WHAT THE TASK REQUIRES
Determine how many lines in the listing contain the string "none"; respond with the number alone.

DATA SECTION
──────────

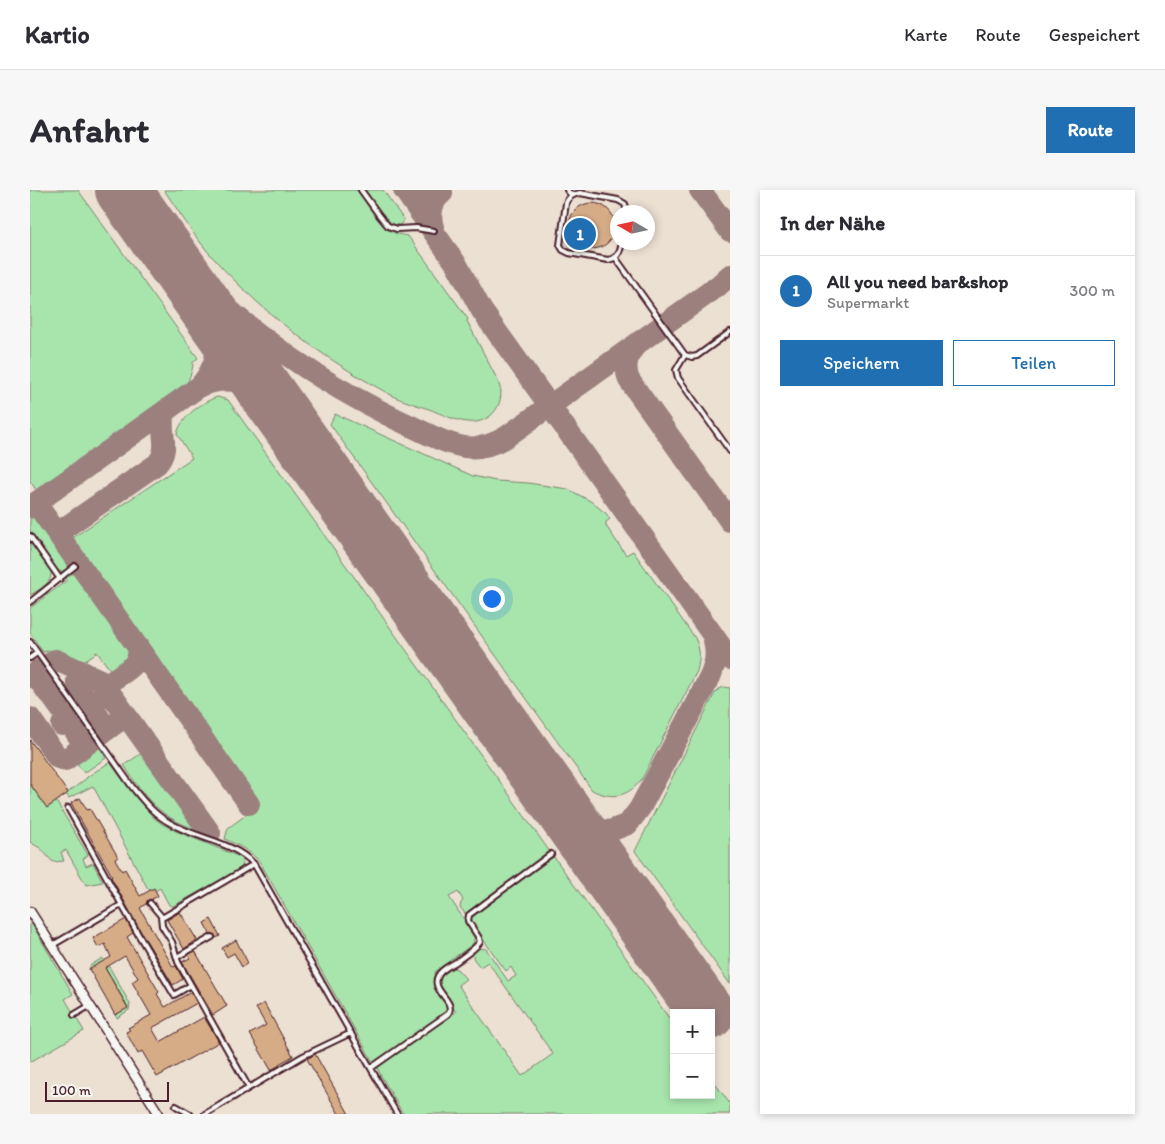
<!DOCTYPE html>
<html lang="de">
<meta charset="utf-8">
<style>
body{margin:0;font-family:Itim,sans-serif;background:#f7f7f7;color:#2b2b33}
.controls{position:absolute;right:15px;bottom:15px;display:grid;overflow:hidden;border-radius:0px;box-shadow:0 2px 8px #0003}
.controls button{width:45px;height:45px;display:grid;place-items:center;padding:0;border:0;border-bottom:1px solid #e1e1e2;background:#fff;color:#2b2b33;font:25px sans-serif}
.compass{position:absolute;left:580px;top:15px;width:45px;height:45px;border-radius:50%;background:#fff;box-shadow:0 2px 8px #0003;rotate:279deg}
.scale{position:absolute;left:15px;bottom:12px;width:124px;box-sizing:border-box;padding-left:5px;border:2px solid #4a1f2b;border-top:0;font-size:14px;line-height:18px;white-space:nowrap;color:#4a1f2b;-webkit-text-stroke:4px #f6f6f2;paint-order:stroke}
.you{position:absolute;left:461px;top:408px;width:18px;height:18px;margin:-12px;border:4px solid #fff;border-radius:50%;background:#1a73e8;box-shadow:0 0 0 8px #1a73e833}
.badge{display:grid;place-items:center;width:32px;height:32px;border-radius:50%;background:#1f6fb2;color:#fff;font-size:16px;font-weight:700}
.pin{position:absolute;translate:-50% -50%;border:2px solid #fff;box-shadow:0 1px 5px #0006}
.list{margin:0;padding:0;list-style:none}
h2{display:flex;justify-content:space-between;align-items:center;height:65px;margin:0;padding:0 20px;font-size:21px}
h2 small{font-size:16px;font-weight:400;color:#7c7c81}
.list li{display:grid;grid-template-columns:32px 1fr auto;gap:15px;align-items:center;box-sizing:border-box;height:70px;padding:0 20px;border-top:1px solid #e1e1e2}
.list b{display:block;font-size:19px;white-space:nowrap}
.list p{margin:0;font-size:16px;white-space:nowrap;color:#7c7c81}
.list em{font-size:16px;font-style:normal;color:#7c7c81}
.actions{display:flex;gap:10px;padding:15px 20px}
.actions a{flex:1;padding:11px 0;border:1px solid #1f6fb2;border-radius:0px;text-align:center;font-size:18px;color:#1f6fb2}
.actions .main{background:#1f6fb2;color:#fff}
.map{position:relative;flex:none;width:700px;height:924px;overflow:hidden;border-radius:0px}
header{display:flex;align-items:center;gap:30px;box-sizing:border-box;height:70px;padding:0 25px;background:#fff;border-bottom:1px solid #e1e1e2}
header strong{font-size:24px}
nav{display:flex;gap:28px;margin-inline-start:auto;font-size:18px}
.intro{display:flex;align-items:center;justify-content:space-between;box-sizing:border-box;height:120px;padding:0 30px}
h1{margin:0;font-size:35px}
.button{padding:12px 22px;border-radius:0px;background:#1f6fb2;color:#fff;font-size:18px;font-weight:700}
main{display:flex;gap:30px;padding:0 30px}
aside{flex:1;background:#fff;border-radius:0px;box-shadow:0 2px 8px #0003}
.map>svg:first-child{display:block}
</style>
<header>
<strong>Kartio</strong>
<nav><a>Karte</a><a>Route</a><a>Gespeichert</a></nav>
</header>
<div class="intro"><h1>Anfahrt</h1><a class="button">Route</a></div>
<main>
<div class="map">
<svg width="700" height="924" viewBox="0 0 700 924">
<rect width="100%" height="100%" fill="#ece0d2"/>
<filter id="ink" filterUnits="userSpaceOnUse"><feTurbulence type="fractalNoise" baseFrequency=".02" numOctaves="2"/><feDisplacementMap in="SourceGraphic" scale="10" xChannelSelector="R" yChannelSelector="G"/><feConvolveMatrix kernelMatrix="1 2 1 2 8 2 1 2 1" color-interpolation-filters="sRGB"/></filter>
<g filter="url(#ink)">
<path fill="#a7e5ac" stroke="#78826c" d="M0,0H48L168,168L163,172C163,182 159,186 157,195L7,301L0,291Z
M134,0H327C335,11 348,33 359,40C365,44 372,45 378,46L438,129L437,131L468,191C469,195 471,199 471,202C471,213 466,223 457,228C440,239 417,226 399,219C389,216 378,212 367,208C351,200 336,191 321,182C267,149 219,109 178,62C162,43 148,20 134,0Z
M335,0H353L374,30L370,35C355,36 342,11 335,0Z
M187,207L198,210L520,662L518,665L438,722L437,726L430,717L431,713L433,710L428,702L419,707L445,746L443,754L407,780C397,794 411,805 417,817L415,824L345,872H343L231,674C222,661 209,656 195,649L198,638L227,617L43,358L41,352L45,346L162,268L147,244C151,227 172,212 187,207Z
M305,224L443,286L466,291L498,293L538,299L562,312L574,322H575L580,329L576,332V336L596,365L603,361L665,448C671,461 670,468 667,481L612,589C598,607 582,610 562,600L300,234Z
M4,327L8,328L24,351L34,361L43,374L34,381H28L0,344V329Z
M0,351L21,380C23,393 10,399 0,405Z
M47,377L104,457C104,461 105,463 104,466C102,473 89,481 81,481L67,462L50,474L24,463L22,460L13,462L0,443V418L36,391L37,385Z
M694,497L700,498V794L605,661L685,503L689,499Z
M68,555L76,568L54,583L45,571Z
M115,561L122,572L126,570L177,643C161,638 144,632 131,621C115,609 104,591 94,575Z
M80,572L97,596L123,627L132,634L146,641L210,667C215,671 213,676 209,680L143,716L139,715L130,698L125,701L121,700L120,698L118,699L63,596L39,608L36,604L57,588V587Z
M0,594L17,617L26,611L58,665L53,669L56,676L63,673L73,692L56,695L36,660L31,662L34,671L23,672L10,658L0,652Z
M524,667L644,835V905H681V888L700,914V924H373L350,884L348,879V877L426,822L410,798L409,789L410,787L423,778L427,779L436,789L428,795L492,886L523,864L458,772L450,777L443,768L444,762L448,758L456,759L478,791L486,786L481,777L476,781L439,730V727L515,671Z
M0,731L43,804L35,809L54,841L0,872Z
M71,769H73L76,771L100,814L99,820L87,828L85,825L98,817L72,772L59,779L61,775Z"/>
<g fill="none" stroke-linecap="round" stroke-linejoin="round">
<path stroke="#9b807e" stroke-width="22" d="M92,0C114,30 136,59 162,85C222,146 290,192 366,229C379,235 391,241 404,247C431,259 449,263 476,247L688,96L700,85
M374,0L427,75L452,121L700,469
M376,0C387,8 399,7 412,3C400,13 399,26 404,41
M670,0L700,41
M608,153C597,163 594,177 599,190L700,331
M170,196C198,185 211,192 238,203
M11,309L9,314L10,319L219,614
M0,317L170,196C190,172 187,160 185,129
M32,350C31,344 32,341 36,337L127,274C140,260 131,246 133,229L134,224L139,219
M108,457C112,475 94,482 81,491L79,494L78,500L180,643
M9,480L8,488L18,503L26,504L25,511L36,526L44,527C39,536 47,544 52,551L60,552
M0,487L22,472L26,470L77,493L81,491
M48,488L47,491V496L69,527
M0,528L28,568L35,570L90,530L93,526V521
M32,535L77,503L78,500
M541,631L567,639L580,641L598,634L610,618L680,487C687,470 687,463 683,445"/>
<path stroke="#9b807e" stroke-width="56" d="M93,0L677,823"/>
</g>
<path fill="#d5ac86" stroke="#4a1f2b" d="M539 36a23 23 0 1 1 46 0a23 23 0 1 1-46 0Z
M0,550L38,603L17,618L0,594Z
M50,608L57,620L60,619L88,667L85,669L92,681L95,679L110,706L124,698L128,706L122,709L123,710H118L116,714L110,718L143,777L146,776L153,789L143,795L111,742L81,687L82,686L41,613Z
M150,722L167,750L154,759L137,730Z
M96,729L103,743L97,747L129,802L127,804L135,817L161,802L167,813L122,838L130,852L174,827L189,852L127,887L112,861L108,864L96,842L100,840L98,838L121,825L102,792L108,788L95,766L75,778L98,818L85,825L59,779L81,767L75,754L68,757L63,748Z
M181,729L190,746L186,748L184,744H180L174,733Z
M206,750L218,773L212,777L204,763L197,767L192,758Z
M165,761L197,816L183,825L152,772L160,768L158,765Z
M234,813L263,866L249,874L250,875L241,880L220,844L236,835L226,818Z
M285,864L319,924H309L277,869Z"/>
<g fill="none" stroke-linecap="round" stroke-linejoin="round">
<g stroke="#4a1f2b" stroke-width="8">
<path id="service" d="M331,0L349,25L358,36L367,39L386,38L404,41
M537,0L542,6
M592,52C590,62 589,68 578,70L539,63L533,60L530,55L536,13C538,7 544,4 550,3L588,10L595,14L597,22
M585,67L655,165L662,167L667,166L700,142
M655,165L646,180L648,188L700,261
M0,346L30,389
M0,412L45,376
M0,452L103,598C114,612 125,625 140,633C167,649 202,651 224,674L367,924
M0,468L7,463
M38,618L108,744L144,805L161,795
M120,713L131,726L132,736L142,752L148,772L219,898
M132,728L224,674
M21,756L91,715
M147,767L182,747
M44,825L59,816
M341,878L418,824C427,811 400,801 408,786C411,779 420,776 426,772C434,766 444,760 450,752L449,748L438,731L439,725L521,664
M146,916L160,924
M175,924L273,866L321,843"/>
</g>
<g stroke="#4a1f2b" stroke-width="11">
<path id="minor" d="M0,721L129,924"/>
</g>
<use href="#service" stroke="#f6f6f2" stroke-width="4"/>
<use href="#minor" stroke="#f6f6f2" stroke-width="8"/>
</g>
</g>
</svg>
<div class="controls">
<button>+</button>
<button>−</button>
</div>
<svg class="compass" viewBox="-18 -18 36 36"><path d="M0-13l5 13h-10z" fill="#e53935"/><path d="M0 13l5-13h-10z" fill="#7c7c81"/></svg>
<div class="scale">100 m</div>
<div class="you"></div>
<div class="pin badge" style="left:550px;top:44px">1</div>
</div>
<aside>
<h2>In der Nähe<small></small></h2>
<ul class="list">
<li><span class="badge">1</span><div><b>All you need bar&amp;shop</b><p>Supermarkt</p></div><em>300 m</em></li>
</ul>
<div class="actions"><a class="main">Speichern</a><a>Teilen</a></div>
</aside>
</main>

──────────

REPLY TO THE TASK
4